Start of Record set

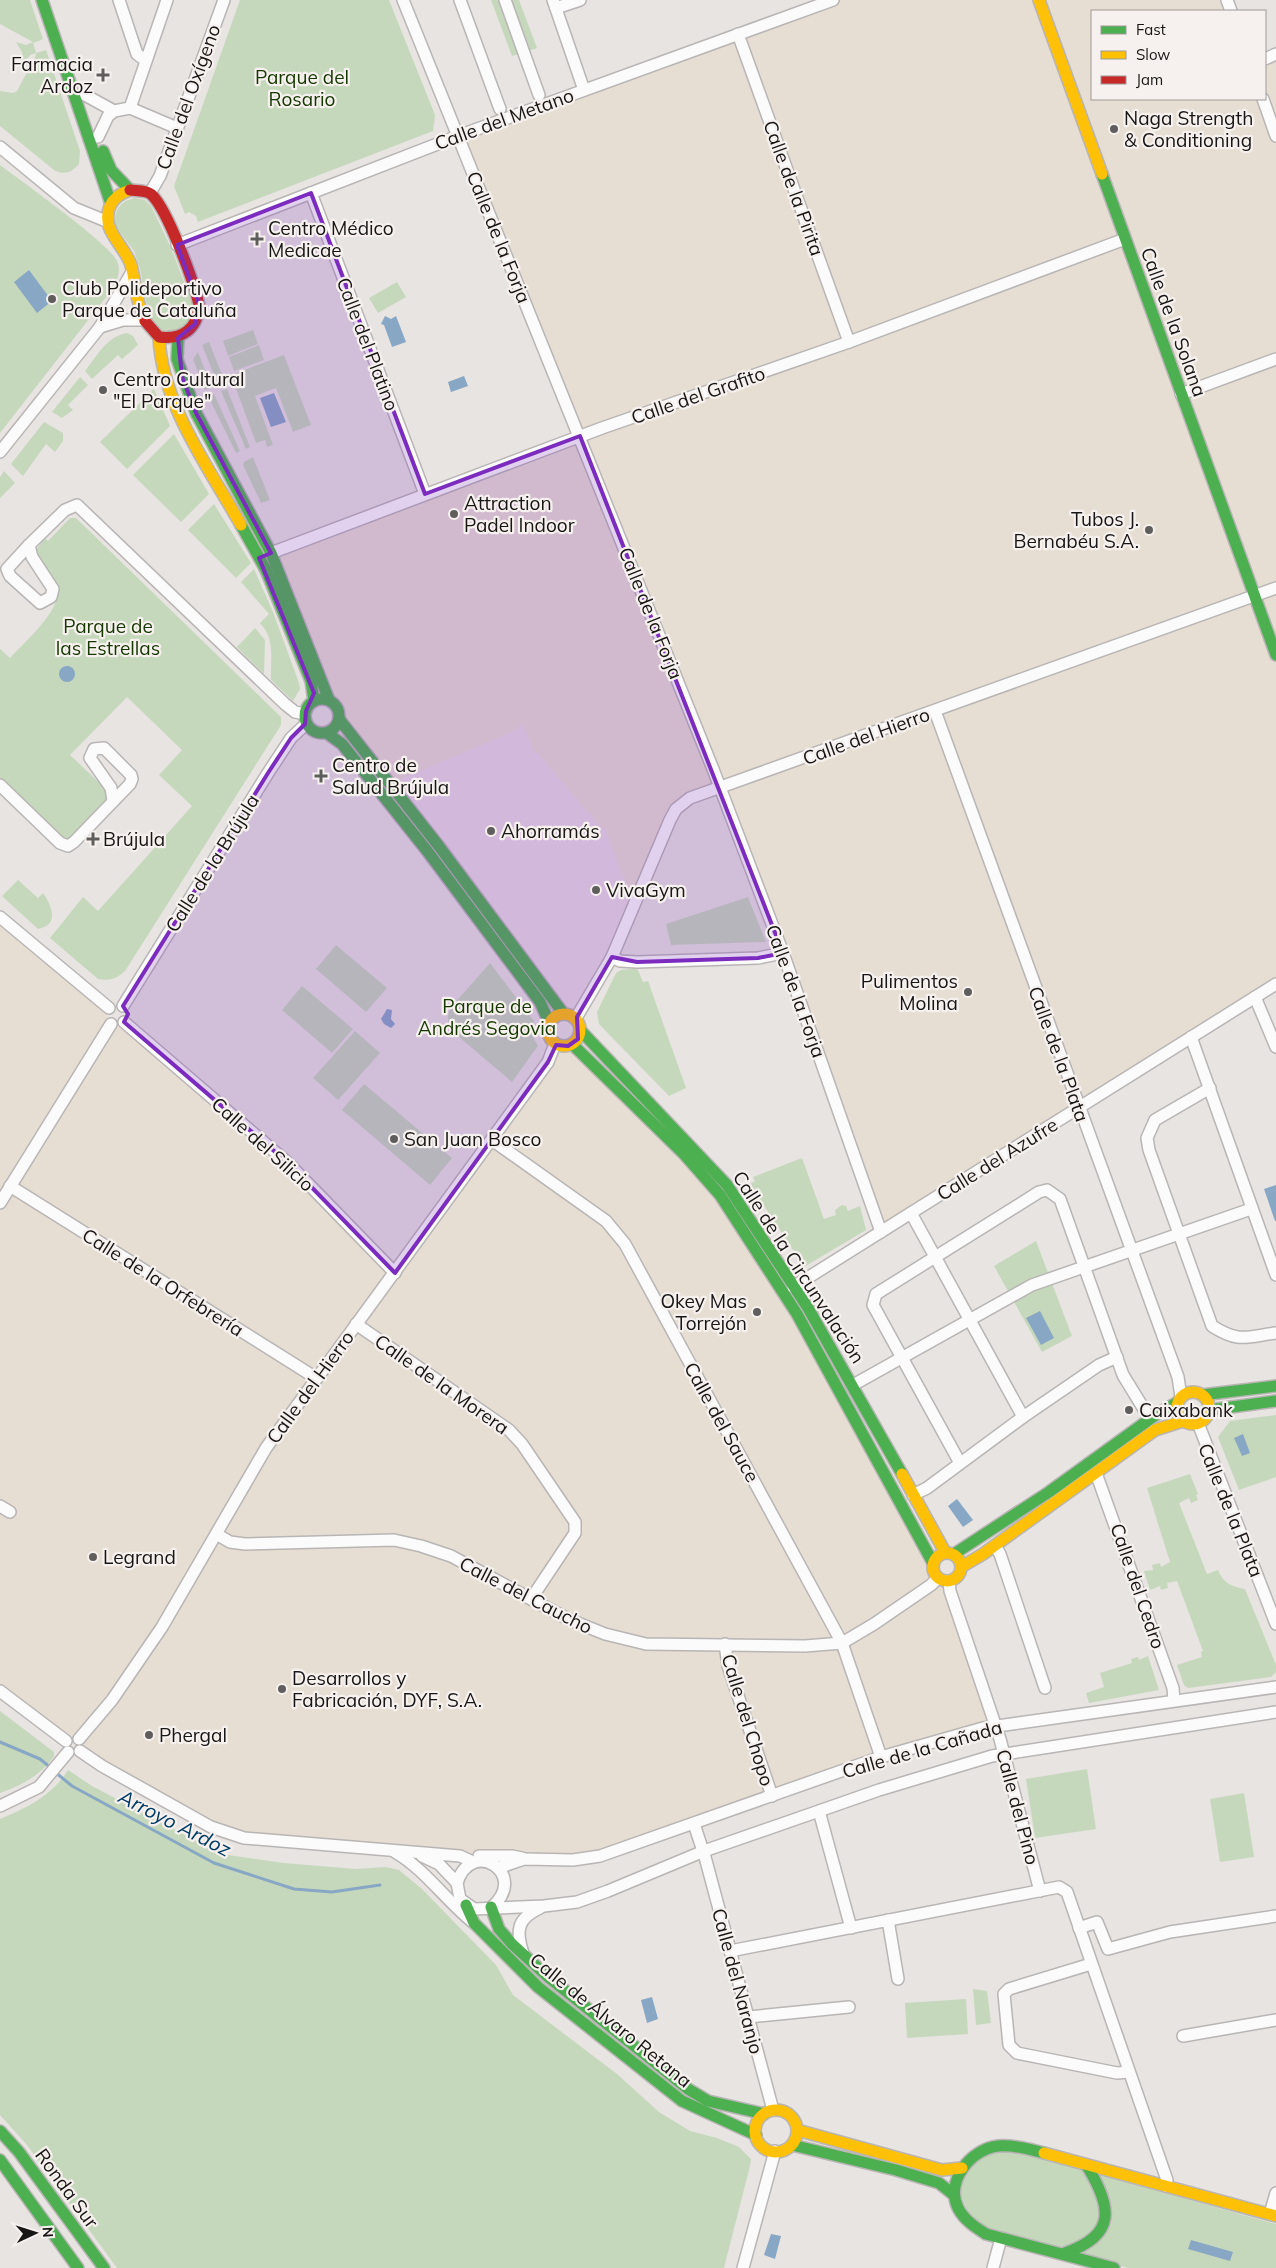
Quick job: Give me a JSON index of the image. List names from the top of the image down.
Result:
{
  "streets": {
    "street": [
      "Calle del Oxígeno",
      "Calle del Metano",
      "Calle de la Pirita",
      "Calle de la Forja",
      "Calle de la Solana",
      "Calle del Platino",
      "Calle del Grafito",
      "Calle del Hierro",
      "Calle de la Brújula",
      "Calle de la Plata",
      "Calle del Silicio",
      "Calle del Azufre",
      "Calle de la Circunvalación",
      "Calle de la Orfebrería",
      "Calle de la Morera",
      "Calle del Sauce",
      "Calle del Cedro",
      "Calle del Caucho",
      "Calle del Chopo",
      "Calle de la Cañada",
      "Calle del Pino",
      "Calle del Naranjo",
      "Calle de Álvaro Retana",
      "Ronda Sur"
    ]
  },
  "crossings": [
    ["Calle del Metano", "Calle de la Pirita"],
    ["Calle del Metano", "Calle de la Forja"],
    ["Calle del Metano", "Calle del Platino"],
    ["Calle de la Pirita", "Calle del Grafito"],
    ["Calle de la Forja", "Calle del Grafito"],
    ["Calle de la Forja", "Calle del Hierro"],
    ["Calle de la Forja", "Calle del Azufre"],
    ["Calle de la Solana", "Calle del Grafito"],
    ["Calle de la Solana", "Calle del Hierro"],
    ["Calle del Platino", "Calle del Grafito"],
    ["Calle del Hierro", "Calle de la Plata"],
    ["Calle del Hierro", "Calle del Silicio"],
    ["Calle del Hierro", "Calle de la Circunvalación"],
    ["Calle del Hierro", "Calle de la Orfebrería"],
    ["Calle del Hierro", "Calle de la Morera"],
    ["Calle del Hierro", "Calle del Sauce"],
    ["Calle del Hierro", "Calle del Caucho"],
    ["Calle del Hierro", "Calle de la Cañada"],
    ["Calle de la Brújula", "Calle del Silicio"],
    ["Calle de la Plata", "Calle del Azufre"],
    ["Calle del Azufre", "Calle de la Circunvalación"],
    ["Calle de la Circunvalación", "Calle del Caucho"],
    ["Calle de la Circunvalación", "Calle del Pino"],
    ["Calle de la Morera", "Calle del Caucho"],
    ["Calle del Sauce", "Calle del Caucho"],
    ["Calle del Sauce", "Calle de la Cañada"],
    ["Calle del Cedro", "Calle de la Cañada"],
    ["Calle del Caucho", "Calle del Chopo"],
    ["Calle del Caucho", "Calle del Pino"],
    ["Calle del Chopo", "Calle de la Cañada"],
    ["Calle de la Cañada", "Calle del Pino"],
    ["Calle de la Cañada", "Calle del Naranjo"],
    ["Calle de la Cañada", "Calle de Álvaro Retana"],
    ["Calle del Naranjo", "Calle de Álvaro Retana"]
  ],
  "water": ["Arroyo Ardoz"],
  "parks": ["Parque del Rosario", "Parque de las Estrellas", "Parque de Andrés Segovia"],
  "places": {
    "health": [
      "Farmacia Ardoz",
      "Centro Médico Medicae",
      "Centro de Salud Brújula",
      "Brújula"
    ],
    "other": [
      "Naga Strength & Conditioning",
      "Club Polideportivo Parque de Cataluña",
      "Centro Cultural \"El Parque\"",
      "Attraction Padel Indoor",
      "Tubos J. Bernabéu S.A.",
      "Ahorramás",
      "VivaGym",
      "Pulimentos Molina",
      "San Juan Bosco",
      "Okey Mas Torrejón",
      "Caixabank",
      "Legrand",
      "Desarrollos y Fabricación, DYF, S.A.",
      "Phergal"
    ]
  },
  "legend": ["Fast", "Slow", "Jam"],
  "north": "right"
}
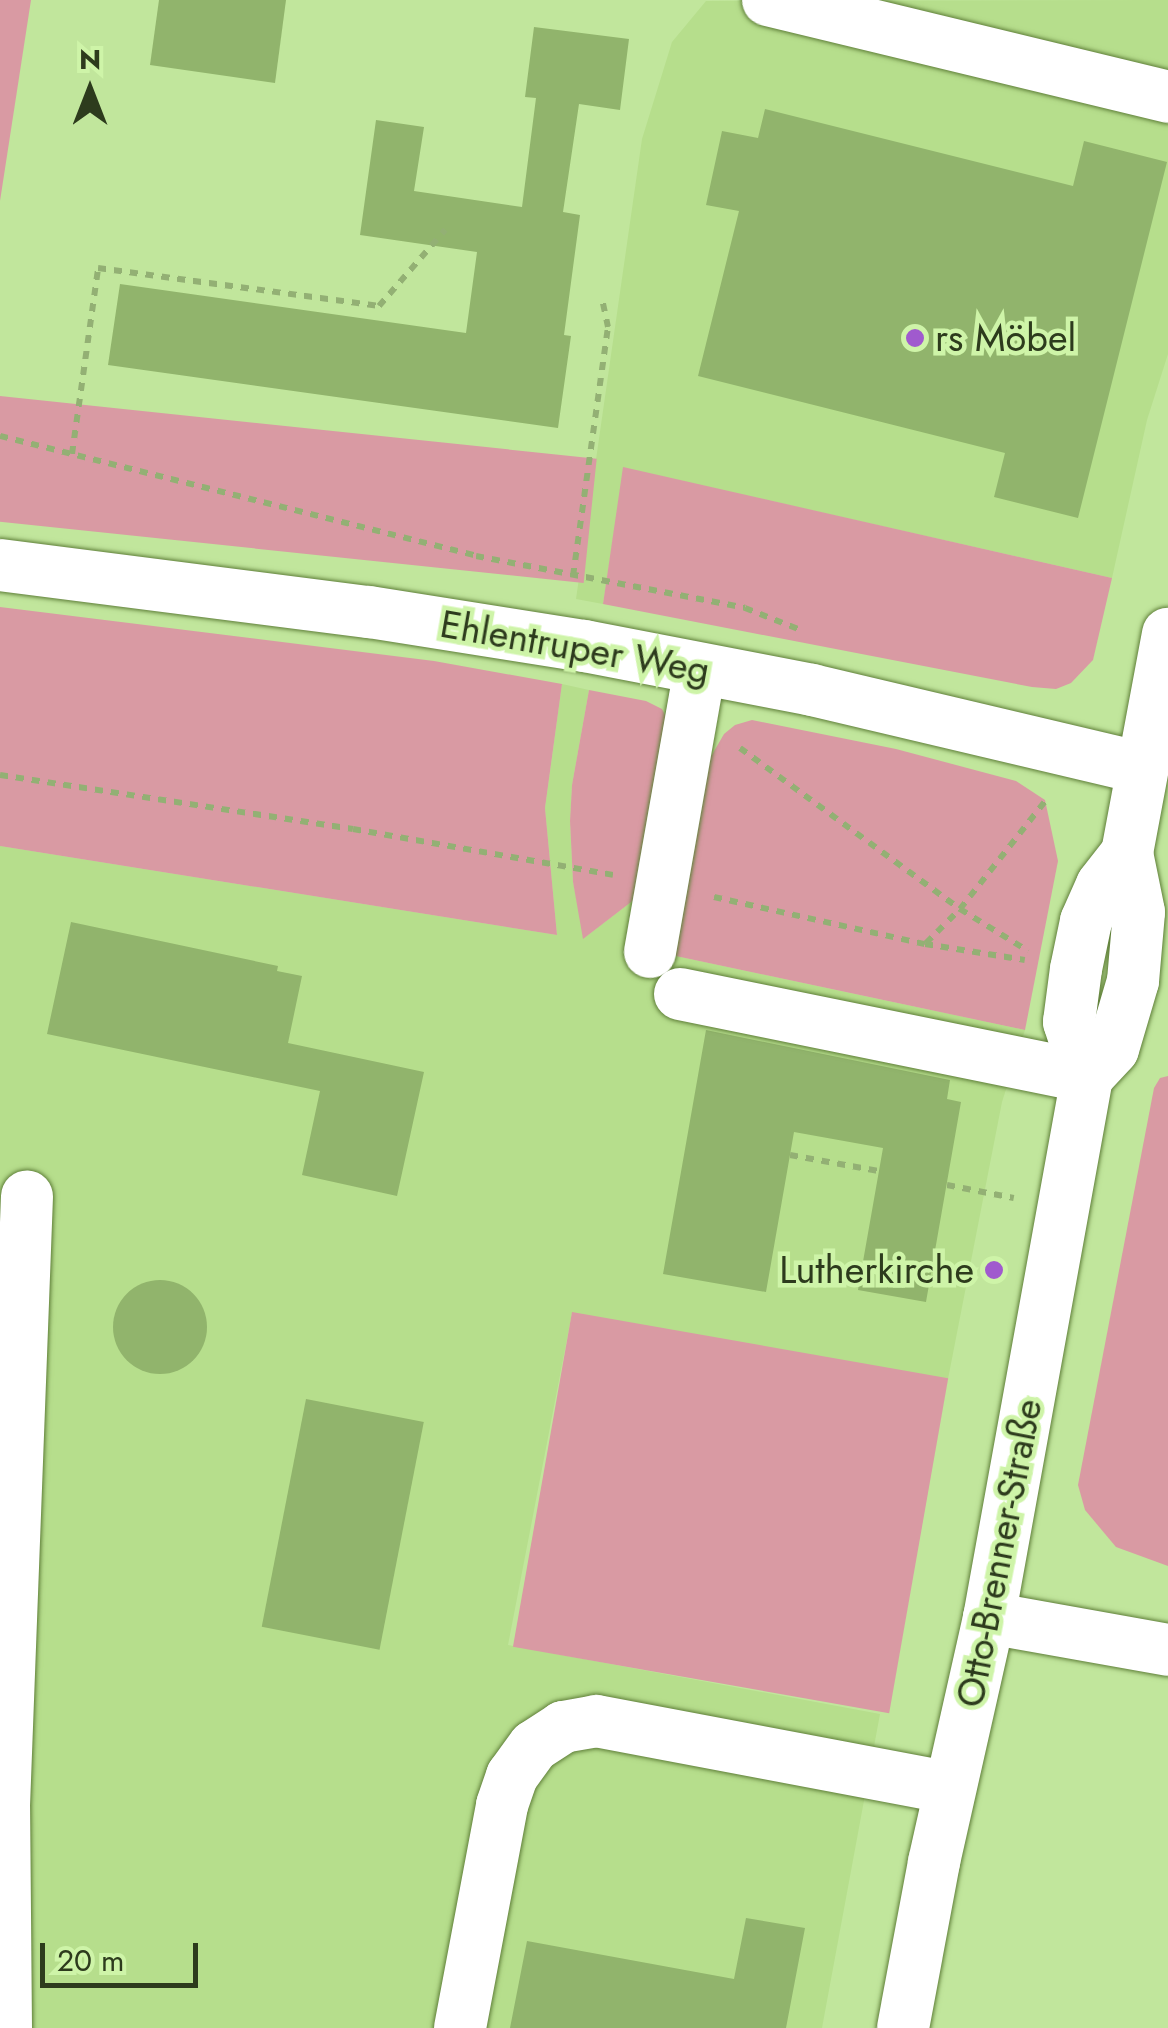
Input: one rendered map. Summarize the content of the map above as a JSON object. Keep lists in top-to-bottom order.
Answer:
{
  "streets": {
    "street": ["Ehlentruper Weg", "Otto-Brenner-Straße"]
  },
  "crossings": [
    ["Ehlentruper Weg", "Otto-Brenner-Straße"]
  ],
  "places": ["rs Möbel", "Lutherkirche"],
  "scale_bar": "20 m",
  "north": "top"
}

End of Record set

Return every line of the records exactly as given, pictures excluded.

Problem solution →
Quick job: Give me a JSON index of the image. List names from the top of the image down.
Result:
{
  "streets": {
    "street": [
      "Calle del Oxígeno",
      "Calle del Metano",
      "Calle de la Pirita",
      "Calle de la Forja",
      "Calle de la Solana",
      "Calle del Platino",
      "Calle del Grafito",
      "Calle del Hierro",
      "Calle de la Brújula",
      "Calle de la Plata",
      "Calle del Silicio",
      "Calle del Azufre",
      "Calle de la Circunvalación",
      "Calle de la Orfebrería",
      "Calle de la Morera",
      "Calle del Sauce",
      "Calle del Cedro",
      "Calle del Caucho",
      "Calle del Chopo",
      "Calle de la Cañada",
      "Calle del Pino",
      "Calle del Naranjo",
      "Calle de Álvaro Retana",
      "Ronda Sur"
    ]
  },
  "crossings": [
    ["Calle del Metano", "Calle de la Pirita"],
    ["Calle del Metano", "Calle de la Forja"],
    ["Calle del Metano", "Calle del Platino"],
    ["Calle de la Pirita", "Calle del Grafito"],
    ["Calle de la Forja", "Calle del Grafito"],
    ["Calle de la Forja", "Calle del Hierro"],
    ["Calle de la Forja", "Calle del Azufre"],
    ["Calle de la Solana", "Calle del Grafito"],
    ["Calle de la Solana", "Calle del Hierro"],
    ["Calle del Platino", "Calle del Grafito"],
    ["Calle del Hierro", "Calle de la Plata"],
    ["Calle del Hierro", "Calle del Silicio"],
    ["Calle del Hierro", "Calle de la Circunvalación"],
    ["Calle del Hierro", "Calle de la Orfebrería"],
    ["Calle del Hierro", "Calle de la Morera"],
    ["Calle del Hierro", "Calle del Sauce"],
    ["Calle del Hierro", "Calle del Caucho"],
    ["Calle del Hierro", "Calle de la Cañada"],
    ["Calle de la Brújula", "Calle del Silicio"],
    ["Calle de la Plata", "Calle del Azufre"],
    ["Calle del Azufre", "Calle de la Circunvalación"],
    ["Calle de la Circunvalación", "Calle del Caucho"],
    ["Calle de la Circunvalación", "Calle del Pino"],
    ["Calle de la Morera", "Calle del Caucho"],
    ["Calle del Sauce", "Calle del Caucho"],
    ["Calle del Sauce", "Calle de la Cañada"],
    ["Calle del Cedro", "Calle de la Cañada"],
    ["Calle del Caucho", "Calle del Chopo"],
    ["Calle del Caucho", "Calle del Pino"],
    ["Calle del Chopo", "Calle de la Cañada"],
    ["Calle de la Cañada", "Calle del Pino"],
    ["Calle de la Cañada", "Calle del Naranjo"],
    ["Calle de la Cañada", "Calle de Álvaro Retana"],
    ["Calle del Naranjo", "Calle de Álvaro Retana"]
  ],
  "water": ["Arroyo Ardoz"],
  "parks": ["Parque del Rosario", "Parque de las Estrellas", "Parque de Andrés Segovia"],
  "places": {
    "health": [
      "Farmacia Ardoz",
      "Centro Médico Medicae",
      "Centro de Salud Brújula",
      "Brújula"
    ],
    "other": [
      "Naga Strength & Conditioning",
      "Club Polideportivo Parque de Cataluña",
      "Centro Cultural \"El Parque\"",
      "Attraction Padel Indoor",
      "Tubos J. Bernabéu S.A.",
      "Ahorramás",
      "VivaGym",
      "Pulimentos Molina",
      "San Juan Bosco",
      "Okey Mas Torrejón",
      "Caixabank",
      "Legrand",
      "Desarrollos y Fabricación, DYF, S.A.",
      "Phergal"
    ]
  },
  "legend": ["Fast", "Slow", "Jam"],
  "north": "right"
}
Input: one rendered map. Summarize the content of the map above as a JSON object. Keep lists in top-to-bottom order.
Answer:
{
  "streets": {
    "street": ["Ehlentruper Weg", "Otto-Brenner-Straße"]
  },
  "crossings": [
    ["Ehlentruper Weg", "Otto-Brenner-Straße"]
  ],
  "places": ["rs Möbel", "Lutherkirche"],
  "scale_bar": "20 m",
  "north": "top"
}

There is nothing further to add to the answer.